TheBorderline, YouTube e la monetizzazione delle tragedie
Una scena de Il sorpasso di Dino Risi.

YouTube e i social sono luoghi: criminalizzarli tout court è un errore

Non commettere l’errore di criminalizzare un mezzo. Si potrebbe partire da qui per tirare le fila della vicenda in cui ha perso la vita Manuel Proietti, 5 anni, mentre tornava a casa con la madre, travolto da una Lamborghini guidata da Matteo Di Pietro, 20 anni, impegnato in una “challenge” che non è altro che una di quelle sfide sceme in cui si mette a rischio la propria vita e quella degli altri per diventare “popolari” tra gli amici. Solo che Matteo Di Pietro è anche uno dei membri del gruppo di youtuber TheBorderline, gli amici con cui vantarsi di fare lo scemo sono migliaia e le sue bravate gli fanno guadagnare soldi – molti soldi – oltre alle pacche sulle spalle degli amici. C’entra YouTube? C’entrano i social? Sì e no. YouTube è un luogo. Su YouTube gli scemi possono godersi gli incidenti, le risse e le imprese degli altri scemi senza bisogno di uscire di casa e senza creare ingorghi in autostrada. Accade, come sui social, che lo scemo del villaggio possa acquisire una popolarità ben oltre il baretto sotto casa. La violenza, la stupidità, perfino i poco rispetto per le altre vite umane esercita da sempre una sinistra fascinazione. Per ricevere lettere adoranti di fan scatenate Pietro Maso dovette uccidere i genitori, finire sui giornali e in televisione. Oggi gli sarebbe bastato un video su TikTok in cui avrebbe annunciato di ritenere il denaro e la bella vita una priorità ben più importante degli affetti familiari. Con quella faccia, con il suo foulard, avrebbe avuto un gran successo, sicuro.
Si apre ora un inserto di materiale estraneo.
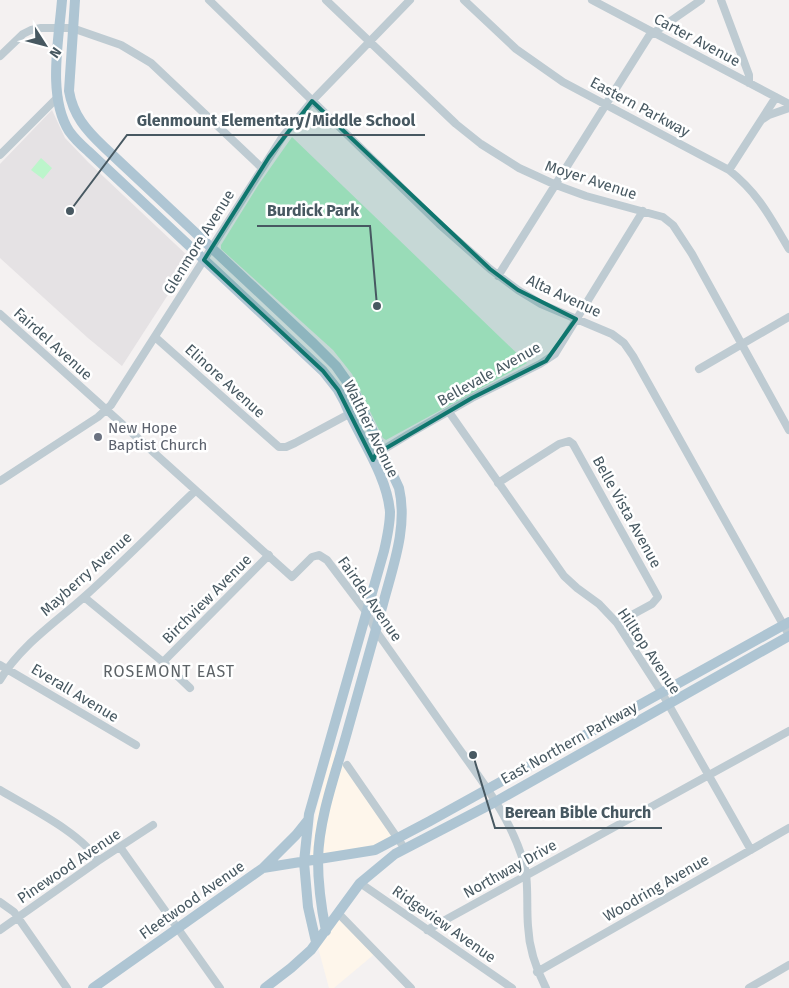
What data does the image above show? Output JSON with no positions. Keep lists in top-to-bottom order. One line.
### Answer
{"streets":{"main road":["Walther Avenue","East Northern Parkway","Fleetwood Avenue"],"street":["Carter Avenue","Eastern Parkway","Moyer Avenue","Glenmore Avenue","Alta Avenue","Fairdel Avenue","Bellevale Avenue","Elinore Avenue","Belle Vista Avenue","Mayberry Avenue","Birchview Avenue","Hilltop Avenue","Everall Avenue","Pinewood Avenue","Northway Drive","Woodring Avenue","Ridgeview Avenue"]},"crossings":[["Moyer Avenue","Glenmore Avenue"],["Moyer Avenue","Bellevale Avenue"],["Glenmore Avenue","Alta Avenue"],["Glenmore Avenue","Fairdel Avenue"],["Glenmore Avenue","Elinore Avenue"],["Glenmore Avenue","Walther Avenue"],["Alta Avenue","Bellevale Avenue"],["Alta Avenue","East Northern Parkway"],["Fairdel Avenue","Walther Avenue"],["Fairdel Avenue","Mayberry Avenue"],["Fairdel Avenue","Birchview Avenue"],["Fairdel Avenue","East Northern Parkway"],["Fairdel Avenue","Northway Drive"],["Fairdel Avenue","Woodring Avenue"],["Bellevale Avenue","Walther Avenue"],["Bellevale Avenue","Hilltop Avenue"],["Elinore Avenue","Walther Avenue"],["Walther Avenue","East Northern Parkway"],["Walther Avenue","Fleetwood Avenue"],["Belle Vista Avenue","Hilltop Avenue"],["Mayberry Avenue","Everall Avenue"],["Hilltop Avenue","East Northern Parkway"],["Hilltop Avenue","Northway Drive"],["Hilltop Avenue","Woodring Avenue"],["East Northern Parkway","Fleetwood Avenue"],["East Northern Parkway","Ridgeview Avenue"],["Northway Drive","Ridgeview Avenue"]],"districts":["ROSEMONT EAST"],"places":["Glenmount Elementary/Middle School","Burdick Park","New Hope Baptist Church","Berean Bible Church"],"north":"bottom right"}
Non esiste una “generazione” che usa male i social e una “generazione” che li nobilita. Esistono – questo sì – irresponsabili che diventano un modello. Mica solo su YouTube. Matteo Messina Denaro viene mitizzato su TikTok da persone che ne onorano il mito anche in casa e per strada

Il rischio dell’ennesima guerra generazionale

Secondo errore da non commettere. Non dare l’idea di usare un presunto omicidio stradale (si può essere garantisti anche quando non si tratta di ministri, presidenti del Consiglio e sottosegretari, provateci) per accendere una guerra generazionale. Uno dei miei figli, l’altro ieri, con un moto di rabbia ha preso le difese di quei fessi sulla Lamborghini. Son rimasto stranito. Parlandoci ho colto che il punto era un altro: un eccesso di difesa (sbagliata nei modi) contro la criminalizzazione della sua generazione. Quello “youtuber” usato come clava è una disinformazione. Su YouTube e sui social girano contenuti belli e importanti. Oggi verrà rilanciato anche questo articolo. Non esiste una “generazione” che usa male i social e una “generazione” che li nobilita. Esistono – questo sì – irresponsabili che diventano un modello. Mica solo su YouTube. Matteo Messina Denaro viene mitizzato su TikTok da persone che ne onorano il mito anche in casa e per strada. Il film Il Padrino viene usato come favoreggiamento culturale da persone che adorano il crimine anche nella vita reale.

TheBorderline, YouTube e la monetizzazione delle tragedie
Una delle challenge dei TheBorderline (dal loro canale YouYube).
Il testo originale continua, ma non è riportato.